We all know that Valentine’s Day is simply a corporate money grab, a holiday with one purpose: obliging you to buy cards, flowers, jewelry, chocolates and candies, wear red and order from overpriced menus on one of the busiest restaurant nights of the year.
In other words, it’s great fun. And since it’s one of the biggest days of the year for consuming sweets, I’d like to make a pitch this year for sweet wines.
It’s not an easy pitch to make. Good bottles are luscious, nuanced and captivating. But they are arduous and risky to produce, which means they are relatively expensive. And consumers today find it difficult to incorporate sweet wines — once prized, much sought-after styles — into hectic, health-conscious routines.
I understand this. The era of the after-dinner bottle of port or Sauternes is long over. Classic styles of sweet wine have been unfashionable for decades. And yet, at the right moment, they can be so gloriously delicious.

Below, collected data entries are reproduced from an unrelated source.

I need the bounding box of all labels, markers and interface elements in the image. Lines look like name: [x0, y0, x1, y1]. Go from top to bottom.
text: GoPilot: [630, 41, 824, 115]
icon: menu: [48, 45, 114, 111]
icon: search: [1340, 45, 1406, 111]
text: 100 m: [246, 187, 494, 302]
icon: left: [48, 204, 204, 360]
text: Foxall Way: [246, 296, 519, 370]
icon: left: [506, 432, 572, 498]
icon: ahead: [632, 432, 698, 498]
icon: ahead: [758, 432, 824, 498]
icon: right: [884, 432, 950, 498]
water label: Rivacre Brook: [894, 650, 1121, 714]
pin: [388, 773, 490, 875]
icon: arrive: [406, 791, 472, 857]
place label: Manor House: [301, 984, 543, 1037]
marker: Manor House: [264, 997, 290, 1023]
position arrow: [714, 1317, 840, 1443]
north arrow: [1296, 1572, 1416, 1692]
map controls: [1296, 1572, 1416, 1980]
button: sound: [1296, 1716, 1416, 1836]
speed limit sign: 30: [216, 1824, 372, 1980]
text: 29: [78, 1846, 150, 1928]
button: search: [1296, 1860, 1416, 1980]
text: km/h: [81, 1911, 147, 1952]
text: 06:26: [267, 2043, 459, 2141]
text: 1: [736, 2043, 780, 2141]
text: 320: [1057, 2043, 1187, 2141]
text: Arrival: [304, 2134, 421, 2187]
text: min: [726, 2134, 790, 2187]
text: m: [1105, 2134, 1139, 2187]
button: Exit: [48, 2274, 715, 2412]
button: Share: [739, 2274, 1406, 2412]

Valentine’s Day could be the right moment. The focus is desserts and candies, so why not add to the bounty? Rather than try to force uncomfortable pairings of chocolates, bonbons and other desserts with red wine, why not a sweet wine that can truly enhance the pleasure?
While it may seem counterintuitive, sweet wines can go with far more than desserts. Last year I drank Sauternes with oysters on the half shell and boudin noir and thoroughly enjoyed the combinations. Why? Because good sweet wines are not merely sweet. They are beautifully balanced, lively and refreshing, which makes them, if not exactly versatile, less inflexible than you might think. Few wines will go better with strong cheeses.